しかし、女にはまったく興味がないのである。
おれは、ゲイなのだ。
だから、女性に恋愛感情を抱いたことがない。それに危機感を持ったおれの体の男性機能が、ギャルゲー病を発症させたのではないかと、おれはにらんでいる。
この性癖を自覚したのは、中学時代、修学旅行でクラスの男子全員で入浴したときだ。おれは鼻血を出してぶっ倒れた。のぼせたのではない。興奮したのである。
二年、悩んだ。
自分が普通じゃないことが、怖かった。
しかし、悩んだ末、受け入れた。
仕方ない。おれはこうなんだと認めてしまうと、楽になった。
だが、ひとには話せなかった。ばれたらどうなるかと考えると、悪いほうばかりに想像が働いてしまう。

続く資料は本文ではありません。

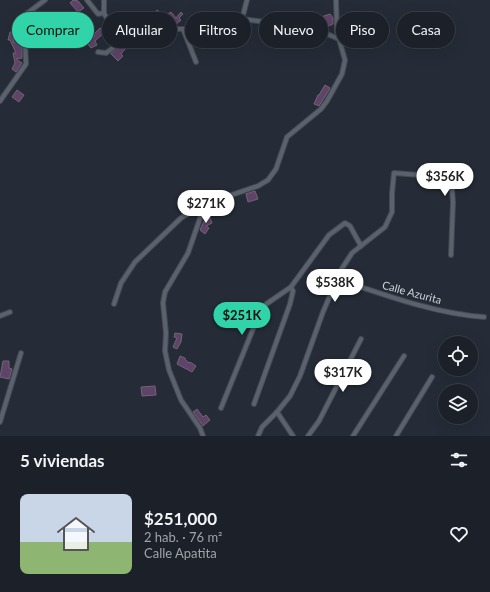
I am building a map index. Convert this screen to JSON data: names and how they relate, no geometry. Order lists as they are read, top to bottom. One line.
{"streets":{"street":["Calle Azurita"]},"page":{"chip":["Comprar","Alquilar","Filtros","Nuevo","Piso","Casa"],"price":["$356K","$271K","$538K","$251K","$317K"],"heading":"5 viviendas","list":[{"name":"$251,000","note":"2 hab. · 76 m² · Calle Apatita"}]}}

だから、風宮に恋心を抱いても、それを打ち明けることはできなかった。
ばれたら、嫌われる。
絶対に気持ち悪いと思われる。
おれみたいなごつい角刈りの男に好かれて、喜ぶわけがない。
片想いでいい。
近くにいて、時々こうして胸を高鳴らせる。
それだけでいい。それだけで充分だ。それ以上のことは、望まないことにしている。